Your objective:
Among the entries below, find the lines with "button" and copy them.

Data listing:
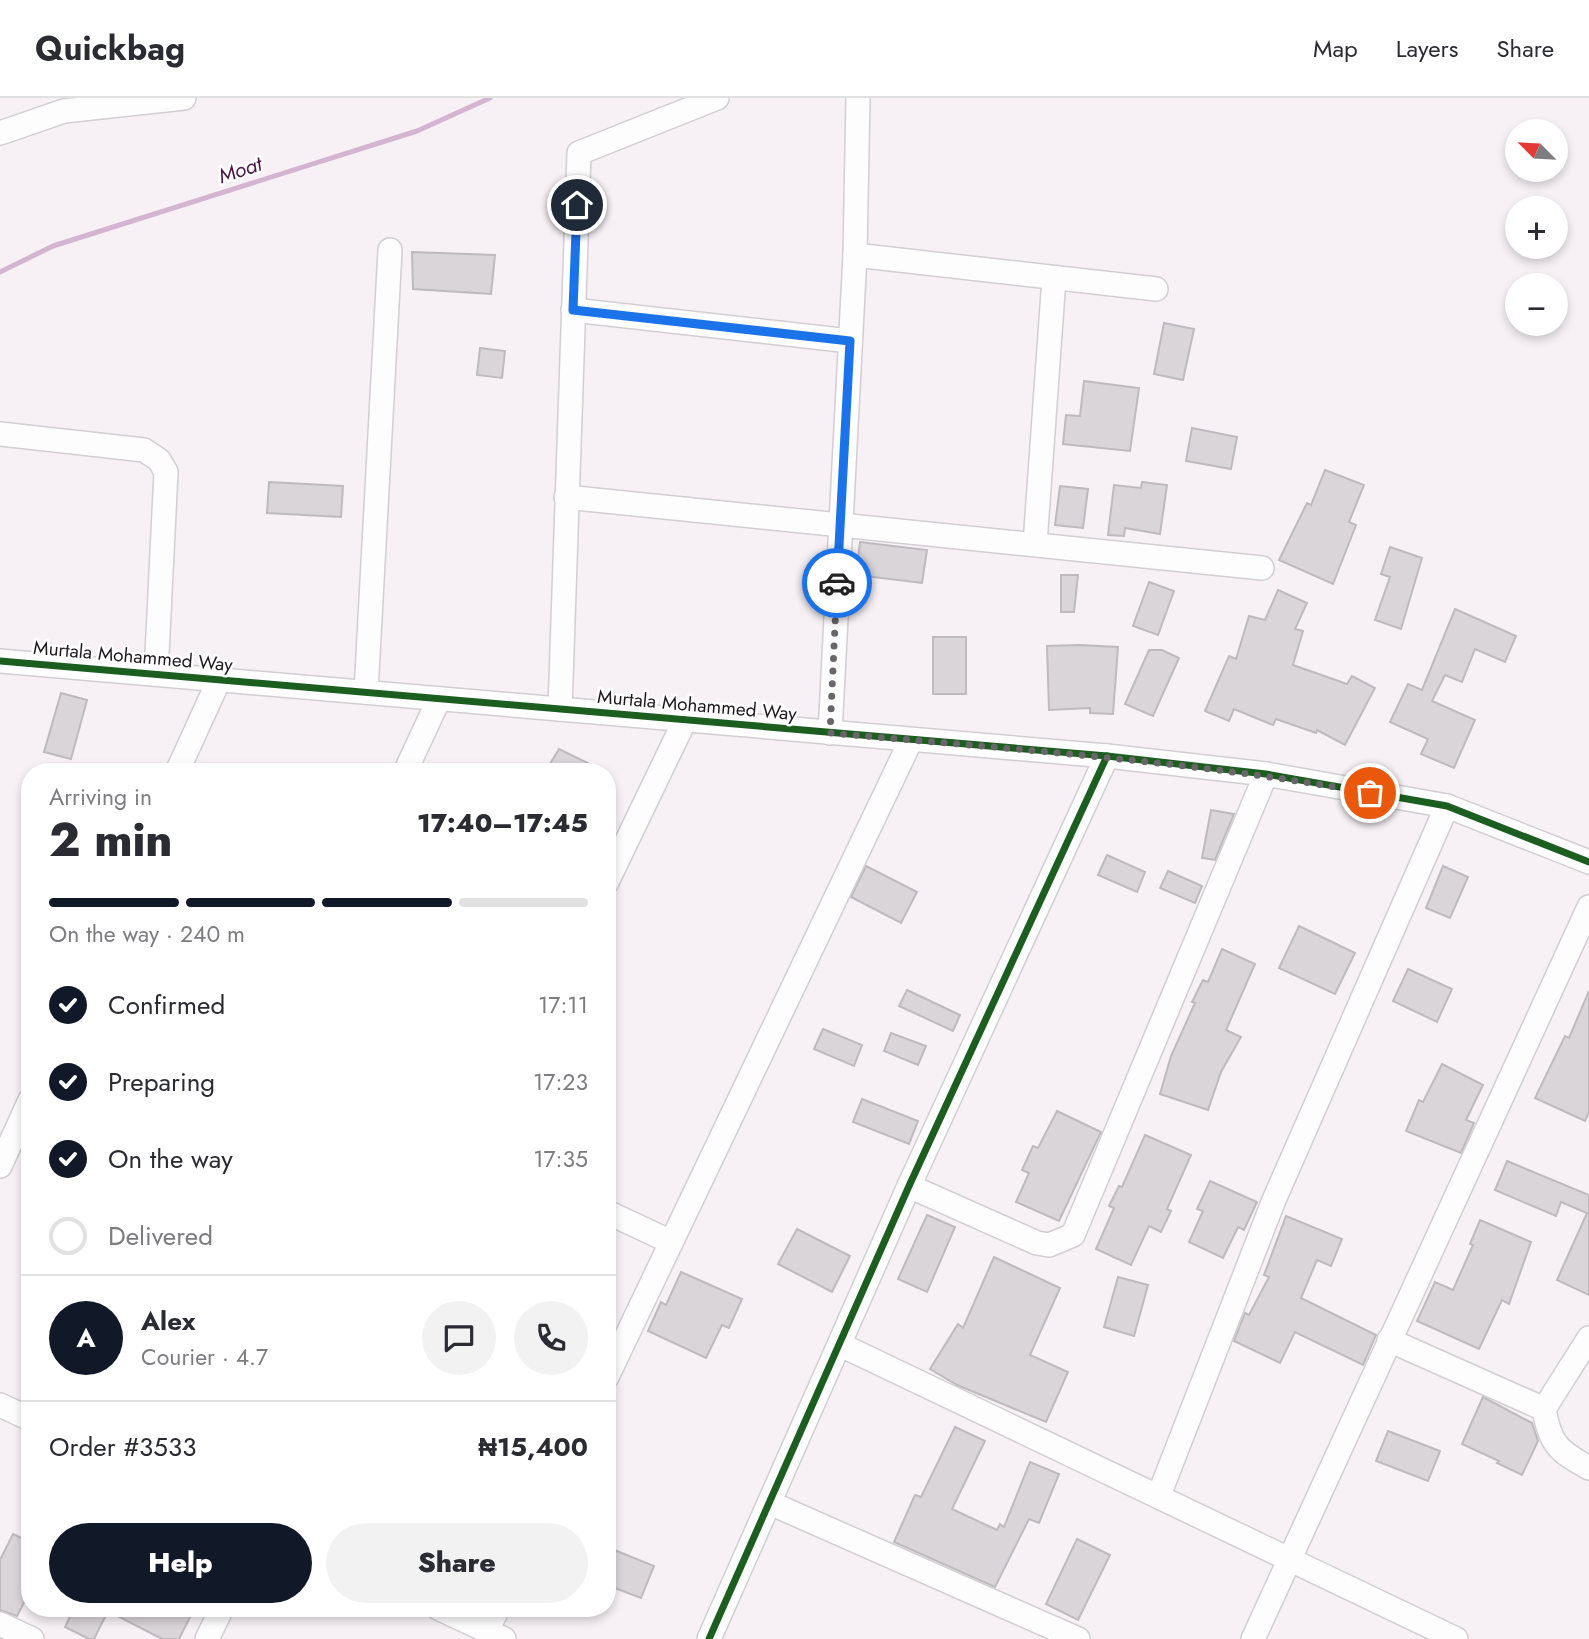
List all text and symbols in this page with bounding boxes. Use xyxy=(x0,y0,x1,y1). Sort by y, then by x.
text: Quickbag xyxy=(35,25,185,72)
text: Map xyxy=(1313,31,1358,66)
text: Layers xyxy=(1396,31,1458,66)
text: Share xyxy=(1496,31,1554,66)
north arrow xyxy=(1505,119,1568,182)
map controls xyxy=(1505,119,1568,336)
water label: Moat xyxy=(214,149,267,191)
pin xyxy=(547,175,607,235)
icon: home xyxy=(558,186,596,224)
button: + xyxy=(1505,196,1568,259)
button: − xyxy=(1505,273,1568,336)
courier xyxy=(802,548,872,618)
icon: car xyxy=(818,564,856,602)
street label: Murtala Mohammed Way xyxy=(32,634,234,678)
street label: Murtala Mohammed Way xyxy=(596,683,798,727)
pin xyxy=(1340,763,1400,823)
icon: bag xyxy=(1351,774,1389,812)
text: Arriving in xyxy=(49,780,152,814)
text: 17:40–17:45 xyxy=(417,804,588,842)
text: 2 min xyxy=(49,807,173,873)
text: On the way · 240 m xyxy=(49,917,245,951)
icon: check xyxy=(49,986,87,1024)
text: Confirmed xyxy=(108,986,225,1024)
text: 17:11 xyxy=(538,988,588,1022)
icon: check xyxy=(49,1063,87,1101)
text: Preparing xyxy=(108,1063,215,1101)
text: 17:23 xyxy=(533,1065,588,1099)
icon: check xyxy=(49,1140,87,1178)
text: On the way xyxy=(108,1140,233,1178)
text: 17:35 xyxy=(533,1142,588,1176)
text: Delivered xyxy=(108,1217,213,1255)
button: chat xyxy=(422,1301,496,1375)
button: phone xyxy=(514,1301,588,1375)
text: Alex xyxy=(141,1302,195,1340)
text: A xyxy=(76,1319,96,1357)
text: Courier · 4.7 xyxy=(141,1340,268,1374)
text: Order #3533 xyxy=(49,1428,196,1466)
text: ₦15,400 xyxy=(478,1428,588,1466)
button: Help xyxy=(49,1523,312,1603)
button: Share xyxy=(326,1523,588,1603)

Answer space:
button: + xyxy=(1505,196,1568,259)
button: − xyxy=(1505,273,1568,336)
button: chat xyxy=(422,1301,496,1375)
button: phone xyxy=(514,1301,588,1375)
button: Help xyxy=(49,1523,312,1603)
button: Share xyxy=(326,1523,588,1603)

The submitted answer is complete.